73      Em quarto lugar, há que salientar que a réplica contém referências explícitas às acusações relativas à violação dos princípios da proporcionalidade, da equidade e da justiça. No entanto, nenhuma argumentação específica, clara e coerente que permita demonstrar por que razões esses princípios foram violados é desenvolvida em apoio dessas acusações. Consequentemente, estas acusações devem ser julgadas inadmissíveis, em aplicação do artigo 76.°, alínea d), do Regulamento de Processo.

74      Por conseguinte, a Comissão pôde validamente excluir do financiamento da União certas despesas por serem objeto de um processo de execução fiscal no competente serviço da Administração Tributária, há mais de quatro anos, o qual não pode ser qualificado de «jurisdição nacional» na aceção dos artigos 32.° e 33.° do Regulamento n.° 1290/2005 e do artigo 54.° do Regulamento n.° 1306/2013.

 Quanto às despesas

75      Nos termos do artigo 134.°, n.° 1, do Regulamento de Processo, a parte vencida é condenada nas despesas se a parte vencedora o tiver requerido.

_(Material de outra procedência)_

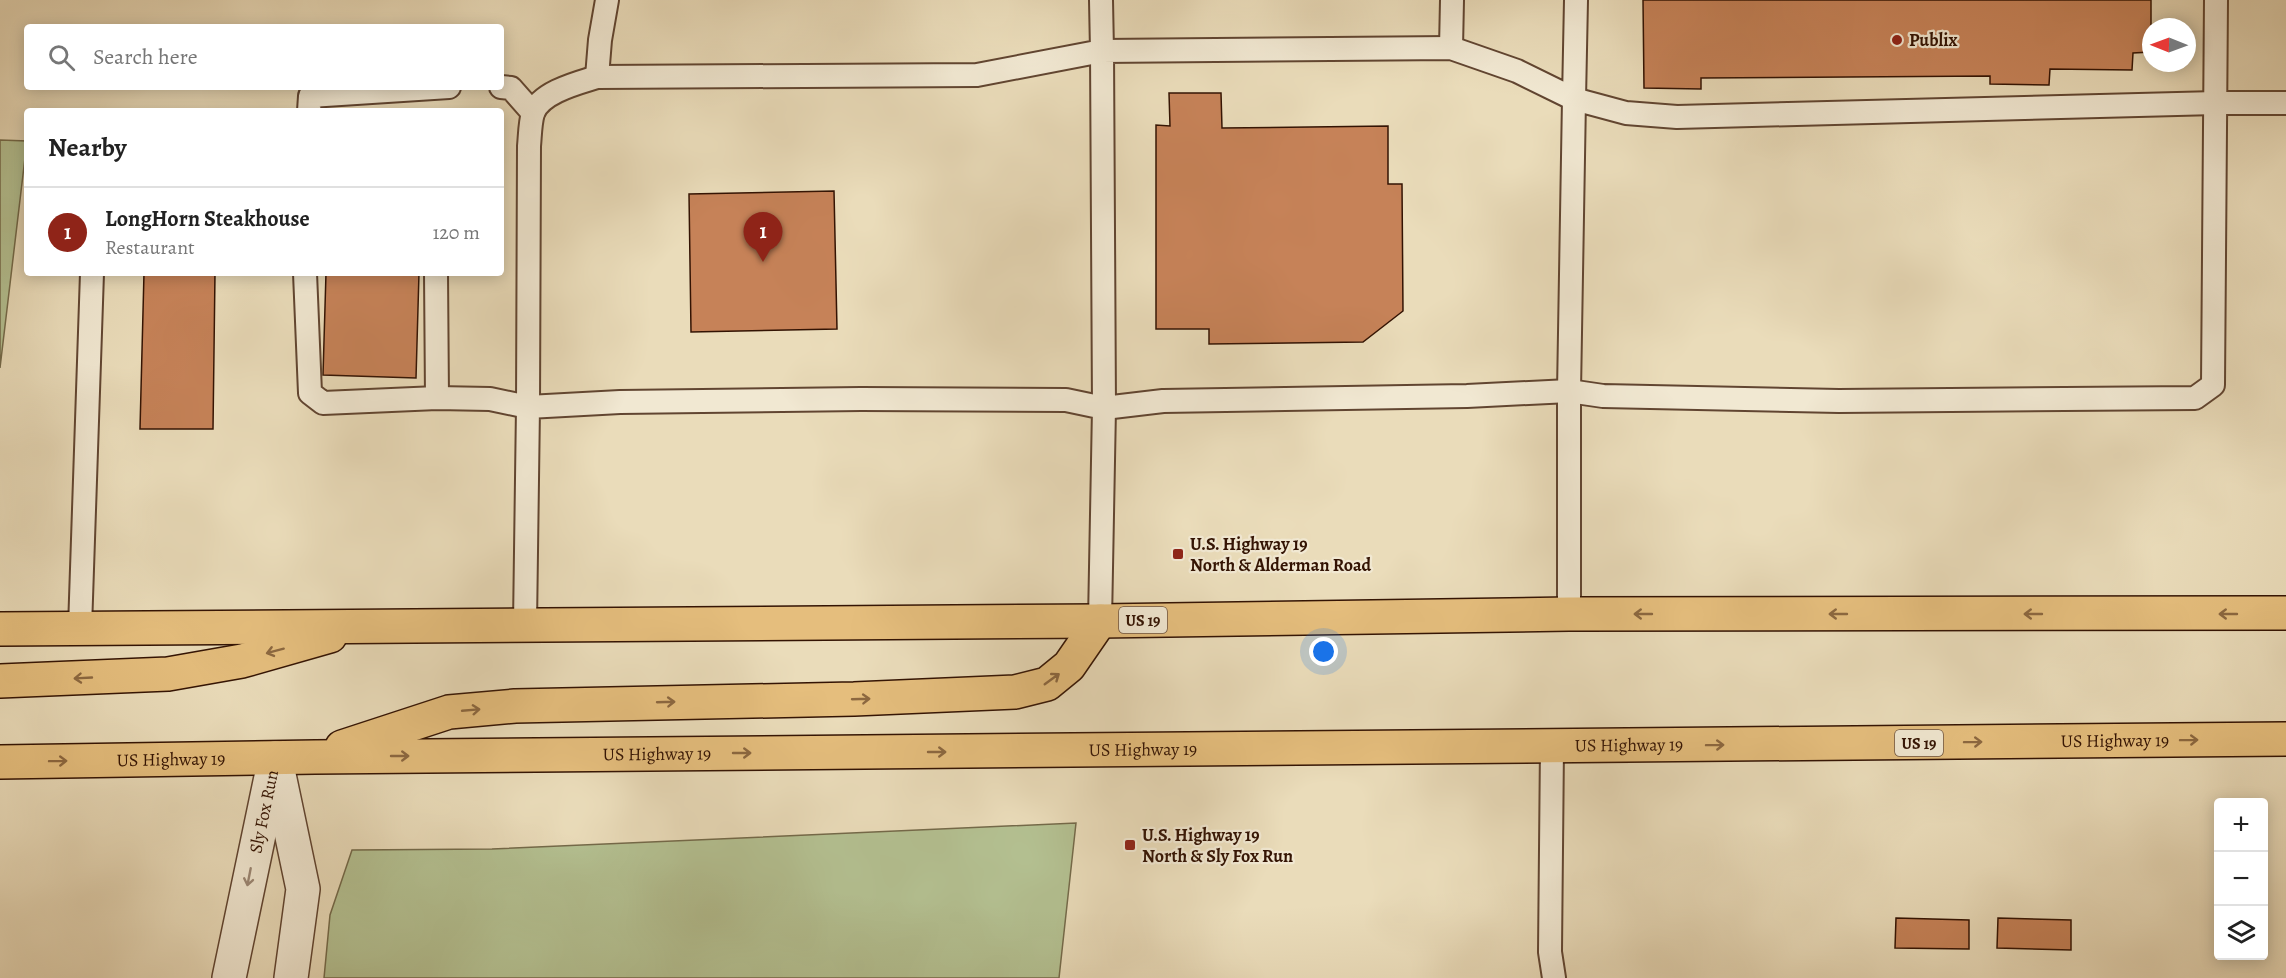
<!DOCTYPE html>
<html lang="en">
<head>
<meta charset="utf-8">
<style>
  :root { --surface:#fff; --page:#f2f2f2; --text:#222; --muted:#767676; --line:#e0e0e0; --accent:#8f2418 }
  body { margin:0; font-family:Alegreya,serif; background:var(--page); color:var(--text) }
  .controls { position:absolute; right:18px; bottom:18px; display:grid; overflow:hidden; border-radius:6px; box-shadow:0 3px 15px #0003 }
  .controls button { width:54px; height:54px; display:grid; place-items:center; padding:0; border:0; border-bottom:2px solid var(--line); background:var(--surface); color:var(--text); font:30px sans-serif }
  .compass { position:absolute; left:2142px; top:18px; width:54px; height:54px; border-radius:50%; background:var(--surface); box-shadow:0 3px 15px #0003; rotate:271deg }
  .you { position:absolute; left:1324px; top:652px; width:21px; height:21px; margin:-15px; border:4px solid #fff; border-radius:50%; background:#1a73e8; box-shadow:0 0 0 9px #1a73e833 }
  .badge { display:grid; place-items:center; width:39px; height:39px; border-radius:50%; background:var(--accent); color:#fff; font-size:20px; font-weight:700 }
  .pin { position:absolute; translate:-50% -50px; filter:drop-shadow(0 2px 3px #0008) }
  .pin::after { content:''; position:absolute; top:32px; width:21px; height:18px; background:inherit; clip-path:polygon(0 0,100% 0,50% 100%) }
  .list { margin:0; padding:0; list-style:none }
  h2 { display:flex; justify-content:space-between; align-items:center; height:78px; margin:0; padding:0 24px; font-size:26px }
  h2 small { font-size:20px; font-weight:400; color:var(--muted) }
  .list li { display:grid; grid-template-columns:39px 1fr auto; gap:18px; align-items:center; box-sizing:border-box; height:90px; padding:0 24px; border-top:2px solid var(--line) }
  .list b { display:block; font-size:22px; white-space:nowrap }
  .list p { margin:0; font-size:20px; white-space:nowrap; color:var(--muted) }
  .list em { font-size:20px; font-style:normal; color:var(--muted) }
  .icon { flex:none; width:33px; height:33px; fill:none; stroke:currentColor; stroke-width:2; stroke-linecap:round; stroke-linejoin:round }
  .map { position:relative; flex:none; width:2286px; height:978px; overflow:hidden }
  .search { position:absolute; background:var(--surface); box-shadow:0 3px 15px #0003; left:24px; top:24px; width:480px; height:66px; display:flex; align-items:center; gap:15px; box-sizing:border-box; padding:0 21px; border-radius:6px; color:var(--muted); font-size:22px }
  .panel { position:absolute; background:var(--surface); box-shadow:0 3px 15px #0003; left:24px; top:108px; width:480px; height:168px; border-radius:6px }
  .map>svg:first-child { display:block }
  .green { fill:#b4c192; stroke:#746a4a; stroke-width:1.5 }
  .building { fill:#c68258; stroke:#331303; stroke-width:1.5 }
  .lines { fill:none; stroke-linecap:round; stroke-linejoin:round }
  .lane-casing { stroke:#614531; stroke-width:26 }
  .street-casing { stroke:#614531; stroke-width:36 }
  .highway-casing { stroke:#331303; stroke-width:36 }
  .lane { stroke:#f1e8d2; stroke-width:22 }
  .street { stroke:#f1e8d2; stroke-width:33 }
  .highway { stroke:#e5be7d; stroke-width:33 }
  .oneway { stroke:#8c6840 }
  .oneway2 { stroke:#9c8875 }
  .poi-dot { fill:#8f2418; stroke:#f1e8d2; stroke-width:2 }
  .labels { text-anchor:middle; stroke-width:4.5; stroke-linejoin:round; paint-order:stroke }
  .shield { fill:#f1e8d2; stroke:#6c5341; stroke-width:1.5 }
  .shield-label { font-size:16px; font-weight:bold; fill:#331303 }
  .poi-label { font-size:18px; font-weight:bold; fill:#331303; stroke:#f1e8d2; text-anchor:start }
  .street-label { font-size:18px; fill:#331303; stroke:#f1e8d2 }
</style>
</head>
<body>
<div class="map">
<svg width="2286" height="978" viewBox="0 0 2286 978">
  <rect width="100%" height="100%" fill="#eadcba"/>
  <filter id="stains"><feTurbulence type="fractalNoise" baseFrequency=".00333" numOctaves="4"/><feColorMatrix values="0 0 0 0 .2 0 0 0 0 .09 0 0 0 0 .02 0 0 0 .5 -.17"/></filter>
  <radialGradient id="worn" r=".72"><stop offset=".6" stop-color="#630" stop-opacity="0"/><stop offset="1" stop-color="#630" stop-opacity=".3"/></radialGradient>
  <g class="green">
    <polygon points="0,140 27,141 0,368"/>
    <polygon points="1076,823 1059,978 324,978 330,915 352,850 492,849"/>
  </g>
  <g class="building">
    <polygon points="1643,0 2151,0 2151,52 2133,53 2132,70 2050,69 2049,85 1990,84 1990,76 1701,78 1701,89 1644,88"/>
    <polygon points="1169,93 1221,93 1222,128 1388,126 1388,184 1402,184 1403,311 1363,342 1209,344 1209,329 1156,329 1156,125 1170,126"/>
    <polygon points="834,191 837,329 691,332 689,194"/>
    <polygon points="144,273 215,273 213,429 140,429"/>
    <polygon points="326,273 419,273 416,378 323,375"/>
    <polygon points="1896,918 1969,920 1969,949 1895,948"/>
    <polygon points="1998,918 2071,920 2071,950 1997,948"/>
  </g>
  <g class="lines">
    <g class="lane-casing">
      <g id="lane">
        <polyline points="1576,0 1574,99 1517,71 1451,48 1102,51 1104,408 1163,401 1467,396 1569,391 1603,396 1839,401 2195,398 2213,385 2216,0"/>
        <polyline points="1451,48 1452,0"/>
        <polyline points="597,77 600,40 607,0"/>
        <polyline points="501,87 511,88 533,113"/>
        <polyline points="309,111 310,96 449,87"/>
        <path d="M305 273 310 393 323 403 437 398 490 399 528 407 529 146C530 136 530 123 533 113 541 92 578 83 597 77L977 75 1102 51 1101 0"/>
        <polyline points="436,273 437,398"/>
        <polyline points="1569,614 1569,391 1574,99 1626,113 1677,117 2216,103 2286,103"/>
        <polyline points="525,624 528,407 620,402 861,399 1066,400 1104,408 1100,621"/>
        <polyline points="80,628 92,273"/>
        <polyline points="1552,746 1550,952 1554,978"/>
      </g>
    </g>
    <g class="street-casing">
      <g id="street">
        <polyline points="278,770 303,889 291,978"/>
        <path id="s1" d="M229 978 275 758"/>
      </g>
    </g>
    <g class="highway-casing">
      <g id="highway">
        <polyline points="0,629 1100,621 1569,614 2286,613"/>
        <polyline points="0,681 168,674 242,661 330,636"/>
        <polyline points="342,747 449,712 515,706 854,699 1015,692 1047,684 1069,666 1100,621"/>
        <path id="s2" d="M0 762 315 757 2286 739"/>
      </g>
    </g>
    <use href="#lane" class="lane"/>
    <use href="#street" class="street"/>
    <use href="#highway" class="highway"/>
  </g>
  <defs><path id="oneway-shaft" d="M-6 0H5M1.5-3L5.5 0L1.5 3" fill="none" stroke-width="1.6" stroke-linecap="round" stroke-linejoin="round" transform="scale(1.5)"/></defs>
  <g class="oneway">
    <use href="#oneway-shaft" transform="translate(1643 614) rotate(180)"/>
    <use href="#oneway-shaft" transform="translate(1838 614) rotate(180)"/>
    <use href="#oneway-shaft" transform="translate(2033 614) rotate(180)"/>
    <use href="#oneway-shaft" transform="translate(2228 614) rotate(180)"/>
    <use href="#oneway-shaft" transform="translate(275 651) rotate(165)"/>
    <use href="#oneway-shaft" transform="translate(83 678) rotate(177)"/>
    <use href="#oneway-shaft" transform="translate(1052 679) rotate(-36)"/>
    <use href="#oneway-shaft" transform="translate(861 699) rotate(-2)"/>
    <use href="#oneway-shaft" transform="translate(666 702) rotate(-2)"/>
    <use href="#oneway-shaft" transform="translate(471 710) rotate(-5)"/>
    <use href="#oneway-shaft" transform="translate(2189 740) rotate(-1)"/>
    <use href="#oneway-shaft" transform="translate(1973 742) rotate(-1)"/>
    <use href="#oneway-shaft" transform="translate(1715 745) rotate(-1)"/>
    <use href="#oneway-shaft" transform="translate(937 752)"/>
    <use href="#oneway-shaft" transform="translate(742 753)"/>
    <use href="#oneway-shaft" transform="translate(400 756)"/>
    <use href="#oneway-shaft" transform="translate(58 761) rotate(-1)"/>
  </g>
  <use class="oneway2" href="#oneway-shaft" transform="translate(249 877) rotate(101)"/>
  <g class="poi-dot">
    <circle cx="1897" cy="40" r="6"/>
    <rect x="1172" y="548" width="12" height="12" rx="3"/>
    <rect x="1124" y="839" width="12" height="12" rx="3"/>
  </g>
  <g class="labels">
    <g class="shield">
      <rect x="1119" y="607" width="48" height="26" rx="4.5"/>
      <rect x="1895" y="730" width="48" height="26" rx="4.5"/>
    </g>
    <g class="shield-label">
      <text x="1143" y="626">US 19</text>
      <text x="1919" y="749">US 19</text>
    </g>
    <g class="poi-label">
      <text x="1909" y="46">Publix</text>
      <text x="1190" y="550">U.S. Highway 19<tspan x="1190" dy="21">North &amp; Alderman Road</tspan></text>
      <text x="1142" y="841">U.S. Highway 19<tspan x="1142" dy="21">North &amp; Sly Fox Run</tspan></text>
    </g>
    <g class="street-label">
      <text dy="6" stroke="none"><textPath href="#s2" startOffset="2115">US Highway 19</textPath></text>
      <text dy="6" stroke="none"><textPath href="#s2" startOffset="1629">US Highway 19</textPath></text>
      <text dy="6" stroke="none"><textPath href="#s2" startOffset="1143">US Highway 19</textPath></text>
      <text dy="6" stroke="none"><textPath href="#s2" startOffset="657">US Highway 19</textPath></text>
      <text dy="6" stroke="none"><textPath href="#s2" startOffset="171">US Highway 19</textPath></text>
      <text dy="6" stroke="none"><textPath href="#s1" startOffset="170">Sly Fox Run</textPath></text>
    </g>
  </g>
  <rect width="100%" height="100%" filter="url(#stains)"/>
  <rect width="100%" height="100%" fill="url(#worn)"/>
</svg>
<div class="controls">
<button>+</button>
<button>−</button>
<button><svg class="icon" aria-label="layers" viewBox="0 0 24 24"><path d="M12 4l9 5-9 5-9-5zM3 14l9 5 9-5"/></svg></button>
</div>
<svg class="compass" viewBox="-18 -18 36 36"><path d="M0-13l5 13h-10z" fill="#e53935"/><path d="M0 13l5-13h-10z" fill="#767676"/></svg>
<div class="you"></div>
<div class="pin badge" style="left:763px;top:262px">1</div>
<div class="search"><svg class="icon" aria-label="search" viewBox="0 0 24 24"><circle cx="10" cy="10" r="6"/><path d="M15 15l6 6"/></svg>Search here</div>
<section class="panel">
<h2>Nearby<small></small></h2>
<ul class="list">
<li><span class="badge">1</span><div><b>LongHorn Steakhouse</b><p>Restaurant</p></div><em>120 m</em></li>
</ul>
</section>
</div>
</body>
</html>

76      Tendo a República Portuguesa sido vencida, há que condená‑la a suportar as suas próprias despesas e as da Comissão, em conformidade com os pedidos desta última.

Pelos fundamentos expostos,

O TRIBUNAL GERAL (Quinta Secção)

decide:

1)      É negado provimento ao recurso.

2)      A República Portuguesa é condenada a suportar as suas próprias despesas e as despesas efetuadas pela Comissão Europeia.

Spielmann

Forrester

Öberg

Proferido em audiência pública no Luxemburgo, em 30 de janeiro de 2020.

O Secretário

 

O Presidente

E. Coulon

 

      A. Kornezov


*      Língua do processo: português.